Reframing Mobility: Postfossile Mobilität

Die Kinder und Jugendlichen der «Fridays for Future»-Demonstrationen machen derzeit unmissverständlich deutlich, wie unverantwortlich unser «weiter so» in der Klimakrise und beim fossilen Verkehr ist. Bis 2030 sollen vier operative Ziele erreicht werden.

 

Ein Drittel weniger Autoverkehr bis 2030

Die Kinder und Jugendlichen der «Fridays for Future»-Demonstrationen machen derzeit unmissverständlich deutlich, wie unverantwortlich unser «weiter so» in der Klimakrise und beim fossilen Verkehr ist. Alle Versuche, die jungen Aktivist/innen zu diskreditieren, scheitern. Weil sich mit Scientists4Future auch die Profis, die sich nun wirklich mit der Klimaerwärmung auskennen, auf die Seite der jugendlichen Aktivist/innen schlagen.

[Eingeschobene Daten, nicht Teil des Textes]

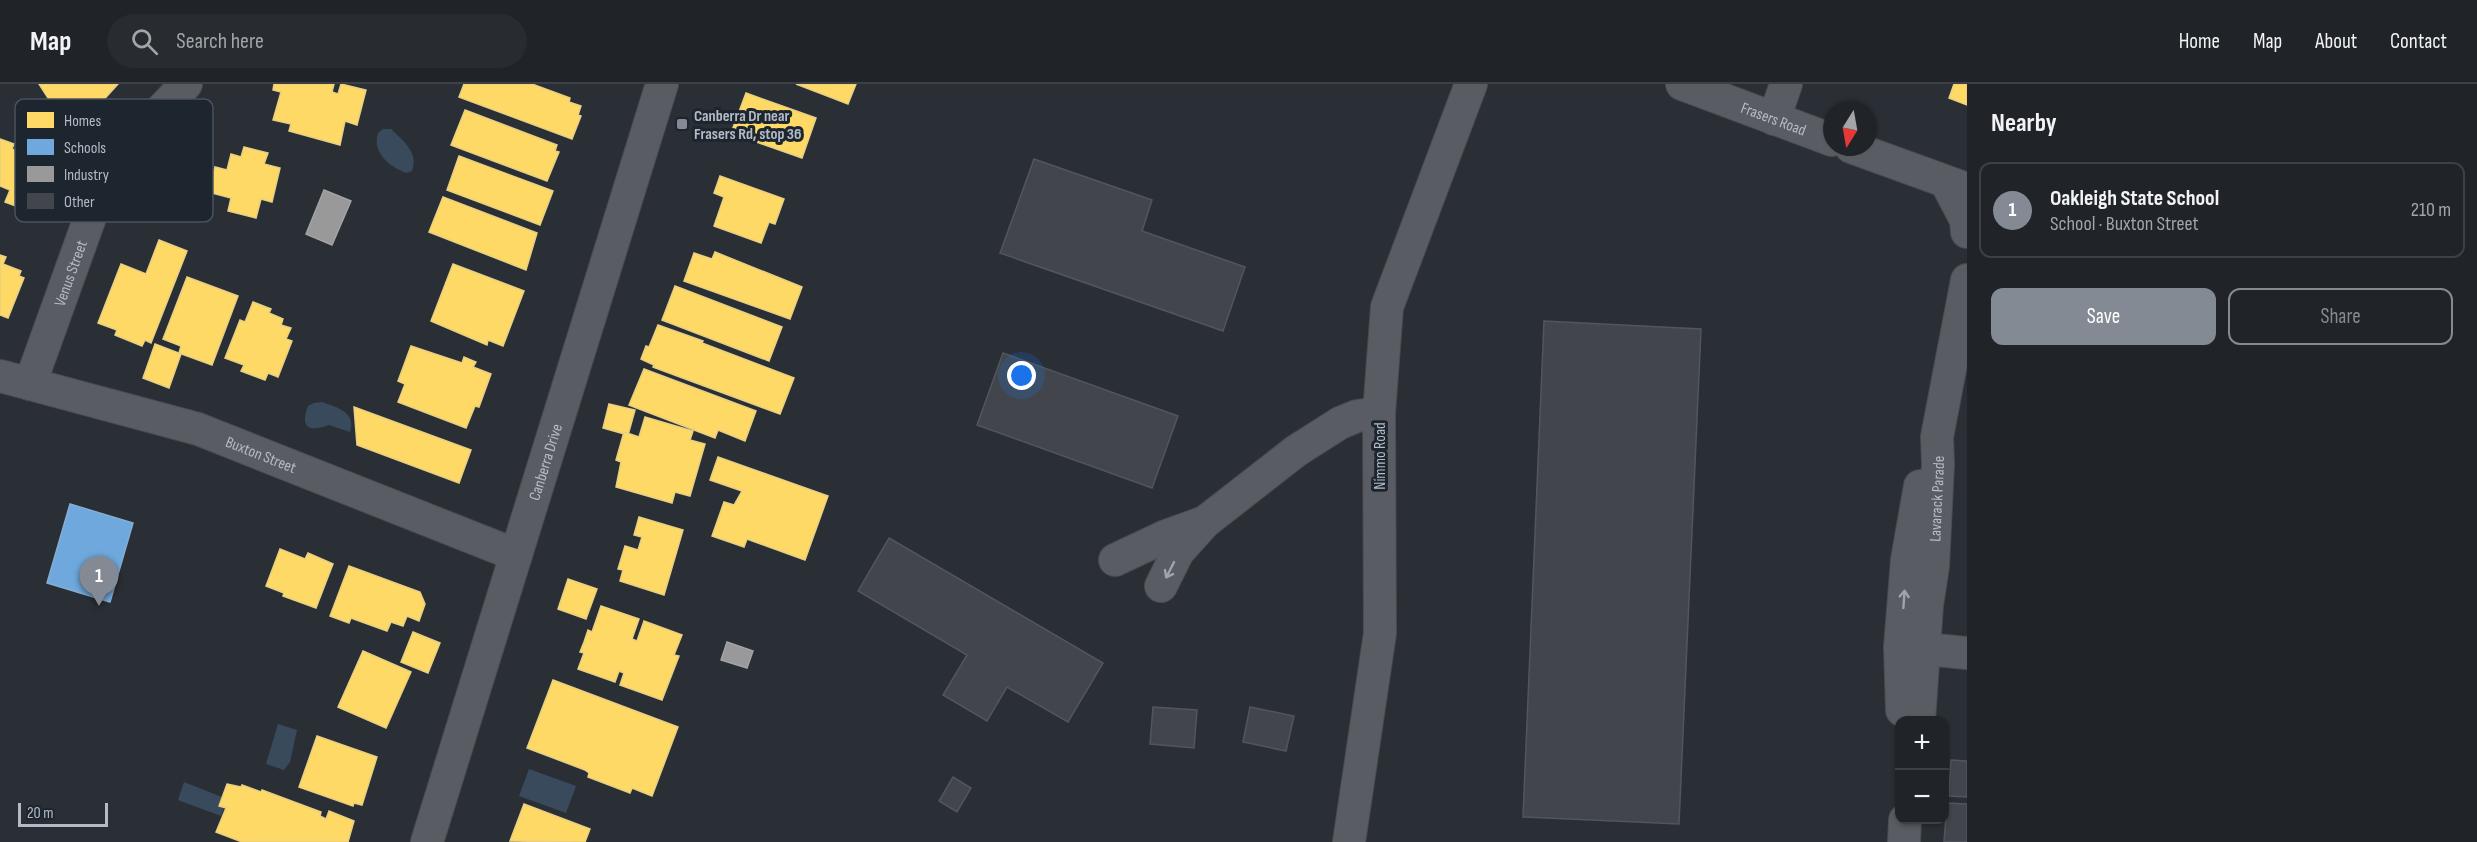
<!DOCTYPE html>
<html lang="en">
<head>
<meta charset="utf-8">
<style>
	body { margin:0; font-family:"Sofia Sans Condensed",sans-serif; background:#282b30; color:#f1f3f6 }
	.controls { position:absolute; right:18px; bottom:18px; display:grid; overflow:hidden; border-radius:12px; box-shadow:0 2px 4px #0004 }
	.controls button { width:54px; height:54px; display:grid; place-items:center; padding:0; border:0; border-bottom:2px solid #3d4045; background:#202328; color:#f1f3f6; font:30px sans-serif }
	.compass { position:absolute; left:1823px; top:18px; width:54px; height:54px; border-radius:50%; background:#202328; box-shadow:0 2px 4px #0004; rotate:191deg }
	.scale { position:absolute; left:18px; bottom:15px; width:90px; box-sizing:border-box; padding-left:6px; border:3px solid #b4bbc6; border-top:0; font-size:16px; line-height:21px; white-space:nowrap; color:#b4bbc6; -webkit-text-stroke:4px #1d252f; paint-order:stroke }
	.you { position:absolute; left:1022px; top:292px; width:21px; height:21px; margin:-15px; border:4px solid #fff; border-radius:50%; background:#1a73e8; box-shadow:0 0 0 9px #1a73e833 }
	.badge { display:grid; place-items:center; width:39px; height:39px; border-radius:50%; background:#848a93; color:#fff; font-size:20px; font-weight:700 }
	.pin { position:absolute; translate:-50% -50px; filter:drop-shadow(0 2px 3px #0008) }
	.pin::after { content:''; position:absolute; top:32px; width:21px; height:18px; background:inherit; clip-path:polygon(0 0,100% 0,50% 100%) }
	.list { margin:0; padding:0; list-style:none }
	h2 { display:flex; justify-content:space-between; align-items:center; height:78px; margin:0; padding:0 24px; font-size:26px }
	h2 small { font-size:20px; font-weight:400; color:#a2a4a8 }
	.list li { display:grid; grid-template-columns:39px 1fr auto; gap:18px; align-items:center; box-sizing:border-box; height:96px; margin:0 12px 12px; padding:0 12px; border:2px solid #3d4045; border-radius:12px }
	.list b { display:block; font-size:22px; white-space:nowrap }
	.list p { margin:0; font-size:20px; white-space:nowrap; color:#a2a4a8 }
	.list em { font-size:20px; font-style:normal; color:#a2a4a8 }
	.actions { display:flex; gap:12px; padding:18px 24px }
	.actions a { flex:1; padding:14px 0; border:2px solid #848a93; border-radius:12px; text-align:center; font-size:21px; color:#848a93 }
	.actions .main { background:#848a93; color:#fff }
	.icon { flex:none; width:33px; height:33px; fill:none; stroke:currentColor; stroke-width:2; stroke-linecap:round; stroke-linejoin:round }
	.map { position:relative; flex:none; width:1967px; height:758px; overflow:hidden }
	header { display:flex; align-items:center; gap:36px; box-sizing:border-box; height:84px; padding:0 30px; background:#202328; border-bottom:2px solid #3d4045 }
	header strong { font-size:28px }
	nav { display:flex; gap:33px; margin-inline-start:auto; font-size:21px }
	.search { width:420px; height:54px; background:#282b30; display:flex; align-items:center; gap:15px; box-sizing:border-box; padding:0 21px; border-radius:33px; color:#a2a4a8; font-size:22px }
	main { display:flex }
	aside { flex:1; background:#202328 }
	.map>svg:first-child { display:block }
	.water { fill:#3a4a5d }
	.homes { fill:#ffd966; stroke:#e8d083; stroke-width:1.5 }
	.schools { fill:#6fa8dc; stroke:#84aed5; stroke-width:1.5 }
	.industry { fill:#999; stroke:#a1a3a6; stroke-width:1.5 }
	.building { fill:#42464c; stroke:#51565d; stroke-width:1.5 }
	.lines { fill:none; stroke-linecap:round; stroke-linejoin:round }
	.minor-casing { stroke:#484b50; stroke-width:34 }
	.minor { stroke:#595d63; stroke-width:32 }
	.oneway { stroke:#9da4ad }
	.poi-dot { fill:#848a93; stroke:#1d252f; stroke-width:2 }
	.labels { text-anchor:middle; stroke-width:6; stroke-linejoin:round; paint-order:stroke }
	.poi-label { font-size:16px; font-weight:bold; fill:#b4bbc6; stroke:#1d252f; text-anchor:start }
	.street-label { font-size:16px; fill:#b4bbc6; stroke:#1d252f }
	.key { fill:#1d252f; stroke:#4a525c; stroke-width:1.5 }
	.key-label { font-size:16px; fill:#b4bbc6 }
</style>
</head>
<body>
<header>
<strong>Map</strong>
<div class="search"><svg class="icon" aria-label="search" viewBox="0 0 24 24"><circle cx="10" cy="10" r="6"/><path d="M15 15l6 6"/></svg>Search here</div>
<nav><a>Home</a><a>Map</a><a>About</a><a>Contact</a></nav>
</header>
<main>
<div class="map">
<svg width="1967" height="758" viewBox="0 0 1967 758">
	<rect width="100%" height="100%" fill="#2a2f35"/>
	<!-- water -->
	<g class="water">
		<path d="M383,45H391C403,57 419,68 412,87L406,89C389,82 372,69 378,49Z"/>
		<path d="M322,318C337,323 357,329 350,348L329,341C311,348 299,345 308,322L314,319Z"/>
		<polygon points="278,640 297,646 290,678 284,686 266,680"/>
		<polygon points="529,685 576,702 566,729 519,712"/>
		<polygon points="184,698 227,715 221,732 178,716"/>
	</g>
	<!-- homes -->
	<g class="homes">
		<polygon points="39,0 118,0 80,42 94,55 69,82 26,44 50,17"/>
		<polygon points="274,0 334,0 332,8 338,10 341,0 366,6 357,41 345,37 340,61 289,47 291,40 273,36 281,8 273,6"/>
		<polygon points="464,0 532,0 570,14 569,18 581,22 578,31 581,32 572,55 459,13"/>
		<polygon points="796,0 856,0 848,20"/>
		<polygon points="1954,0 1967,0 1967,21 1949,14"/>
		<polygon points="746,9 816,34 802,74 731,49"/>
		<polygon points="465,26 557,61 555,67 559,68 547,97 451,61"/>
		<polygon points="0,55 14,60 12,65 44,77 43,82 52,85 35,129 5,118 10,106 0,102"/>
		<polygon points="244,63 268,69 264,80 280,84 272,118 261,115 256,134 228,127 231,114 208,108 215,83 227,86 231,70 241,73"/>
		<polygon points="459,72 553,107 540,141 447,106"/>
		<polygon points="720,92 784,115 775,140 769,138 761,159 714,142 724,113 714,109"/>
		<polygon points="443,113 537,149 526,186 429,148"/>
		<polygon points="159,156 187,167 151,259 145,256 142,262 115,251 117,246 98,239 121,180 146,190"/>
		<polygon points="715,168 802,203 790,235 684,197 694,169 712,175"/>
		<polygon points="0,171 6,173 3,180 21,187 19,192 24,194 8,234 0,231"/>
		<polygon points="453,180 524,207 503,262 488,256 487,261 431,237"/>
		<polygon points="187,193 238,212 212,281 179,269 181,262 163,255"/>
		<polygon points="675,202 782,243 769,277 662,236"/>
		<polygon points="253,218 271,225 269,229 283,235 281,241 291,244 286,255 292,257 278,293 268,289 265,296 241,287 244,281 225,274 240,236 245,238"/>
		<polygon points="658,241 703,257 702,259 794,294 780,330 653,283 654,281 641,275 646,262 649,263"/>
		<polygon points="155,260 181,270 169,304 143,294"/>
		<polygon points="411,262 462,279 464,273 476,278 473,283 491,290 479,323 475,322 466,344 398,318 405,300 398,297"/>
		<polygon points="644,285 756,327 745,357 718,346 715,354 629,321"/>
		<polygon points="609,320 635,326 628,351 603,344"/>
		<polygon points="354,323 471,366 459,399 357,361"/>
		<polygon points="645,333 693,347 690,356 705,360 690,412 675,408 672,419 616,403 621,378 616,376 624,348 639,353"/>
		<polygon points="718,373 828,412 805,476 747,455 744,463 712,452 724,418 734,421 742,407 710,396"/>
		<polygon points="639,433 683,446 664,511 620,497 623,486 618,485 625,462 638,466 642,453 634,451"/>
		<polygon points="280,465 305,475 308,469 333,480 316,524 283,512 284,509 266,502"/>
		<polygon points="349,482 420,508 425,520 419,537 407,532 403,542 391,538 387,547 351,534 349,539 330,532"/>
		<polygon points="568,495 597,505 586,535 558,525"/>
		<polygon points="601,522 639,535 632,555 637,557 644,537 682,551 674,571 679,572 662,616 620,601 624,589 619,587 615,598 578,585 584,569 580,568 584,558 588,546 592,548"/>
		<polygon points="413,548 440,559 428,589 401,578"/>
		<polygon points="363,567 411,588 386,644 338,623"/>
		<polygon points="553,596 678,643 652,712 632,704 630,709 588,693 589,689 585,686 527,664"/>
		<polygon points="317,652 377,673 362,721 354,719 353,722 299,703"/>
		<polygon points="227,700 241,703 242,701 261,708 262,706 321,728 320,732 326,735 329,727 354,737 348,758 242,758 216,748 226,724 219,722"/>
		<polygon points="524,720 590,745 585,758 510,757"/>
	</g>
	<!-- schools -->
	<polygon class="schools" points="70,420 133,439 110,518 47,499"/>
	<!-- industry -->
	<g class="industry">
		<polygon points="324,106 351,117 332,161 306,150"/>
		<polygon points="727,558 753,567 747,584 721,576"/>
	</g>
	<!-- building -->
	<g class="building">
		<polygon points="1034,75 1152,116 1142,147 1245,183 1223,247 1000,169"/>
		<polygon points="1544,237 1701,245 1679,740 1523,733"/>
		<polygon points="1003,269 1178,332 1152,404 977,341"/>
		<polygon points="889,454 1103,579 1068,638 1007,603 987,637 943,611 967,571 858,507"/>
		<polygon points="1153,623 1197,626 1194,664 1150,660"/>
		<polygon points="1250,623 1294,632 1286,667 1243,658"/>
		<polygon points="1951,676 1967,677 1967,713 1949,712"/>
		<polygon points="953,693 971,704 957,728 939,717"/>
		<polygon points="1947,719 1967,720 1967,758 1944,758"/>
	</g>
	<g class="lines">
		<defs>
			<g id="minor">
				<path id="s1" d="M1682,0L1832,56"/>
				<polyline points="1774,35 1786,0"/>
				<polyline points="1851,63 1967,105"/>
				<polyline points="1946,98 1966,136 1967,148"/>
				<path id="s2" d="M0,292L198,345L516,471"/>
				<path id="s3" d="M30,300L97,114C115,68 153,36 186,0"/>
				<polyline points="1115,476 1166,452 1202,439"/>
				<polyline points="1161,502 1178,468 1205,438 1296,367 1340,339 1357,332 1379,329"/>
				<polyline points="1905,563 1967,569"/>
				<polyline points="1902,626 1900,563 1907,476 1920,402"/>
				<path id="s4" d="M1919,636L1927,521L1933,482L1938,380L1937,353L1967,196"/>
				<path id="s5" d="M427,758L662,0"/>
				<polyline points="1349,758 1380,549 1379,329 1387,223 1471,0"/>
				<polyline points="1904,758 1905,736"/>
			</g>
		</defs>
		<!-- minor casing -->
		<use href="#minor" class="minor-casing"/>
		<!-- minor -->
		<use href="#minor" class="minor"/>
	</g>
	<!-- one-way arrows -->
	<defs><path id="oneway-shaft" d="M-6 0H5M1.5-3L5.5 0L1.5 3" fill="none" stroke-width="1.6" stroke-linecap="round" stroke-linejoin="round" transform="scale(1.5)"/></defs>
	<g class="oneway">
		<use href="#oneway-shaft" transform="translate(1170 486) rotate(117)"/>
		<use href="#oneway-shaft" transform="translate(1904 515) rotate(-86)"/>
	</g>
	<!-- markers -->
	<rect class="poi-dot" x="676" y="34" width="12" height="12" rx="3"/>
	<g class="labels">
		<!-- poi labels -->
		<g class="poi-label">
			<text x="694" y="37">Canberra Dr near<tspan x="694" dy="18">Frasers Rd, stop 36</tspan></text>
		</g>
		<!-- street labels -->
		<g class="street-label">
			<text dy="6" stroke="none"><textPath href="#s1" startOffset="98">Frasers Road</textPath></text>
			<text dy="6" stroke="none"><textPath href="#s3" startOffset="118">Venus Street</textPath></text>
			<text dy="6" stroke="none"><textPath href="#s2" startOffset="273">Buxton Street</textPath></text>
			<text transform="translate(1379 372) rotate(-90)" y="6">Nimmo Road</text>
			<text dy="6" stroke="none"><textPath href="#s5" startOffset="398">Canberra Drive</textPath></text>
			<text dy="6" stroke="none"><textPath href="#s4" startOffset="222">Lavarack Parade</textPath></text>
		</g>
	</g>
	<!-- legend -->
	<rect x="15" y="15" width="198" height="123" rx="9" class="key"/>
	<rect x="27" y="28" width="27" height="16" fill="#ffd966"/>
	<rect x="27" y="55" width="27" height="16" fill="#6fa8dc"/>
	<rect x="27" y="82" width="27" height="16" fill="#999"/>
	<rect x="27" y="109" width="27" height="16" fill="#42464c"/>
	<g class="key-label">
		<text x="64" y="42">Homes</text>
		<text x="64" y="69">Schools</text>
		<text x="64" y="96">Industry</text>
		<text x="64" y="123">Other</text>
	</g>
</svg>
<div class="controls">
<button>+</button>
<button>−</button>
</div>
<svg class="compass" viewBox="-18 -18 36 36"><path d="M0-13l5 13h-10z" fill="#e53935"/><path d="M0 13l5-13h-10z" fill="#a2a4a8"/></svg>
<div class="scale">20 m</div>
<div class="you"></div>
<div class="pin badge" style="left:99px;top:522px">1</div>
</div>
<aside>
<h2>Nearby<small></small></h2>
<ul class="list">
<li><span class="badge">1</span><div><b>Oakleigh State School</b><p>School · Buxton Street</p></div><em>210 m</em></li>
</ul>
<div class="actions"><a class="main">Save</a><a>Share</a></div>
</aside>
</main>
</body>
</html>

Was wir heute nicht an Treibhausgasen vermeiden, müssen wir morgen umso mehr einsparen. Das grüne Verkehrsministerium in Baden-Württemberg hat in seiner Studie «Klimaschutzszenario 2030» deutlich gemacht, was die Klimaschutzziele praktisch bedeuten. Die Expert/innen haben vier Handlungsfelder identifiziert, bei denen das Land und die Kommunen auch handlungsfähig sind. Folgende operative Ziele sollen bis 2030 erreicht werden:

  • Verdoppelung des öffentlichen Verkehrs (ÖVT).
  • Ein Drittel weniger Kfz-Verkehr in Städten.
  • Jedes dritte Auto wird klimaneutral angetrieben.
  • Die Hälfte aller Wege wird zu Fuß oder mit dem Rad zurückgelegt.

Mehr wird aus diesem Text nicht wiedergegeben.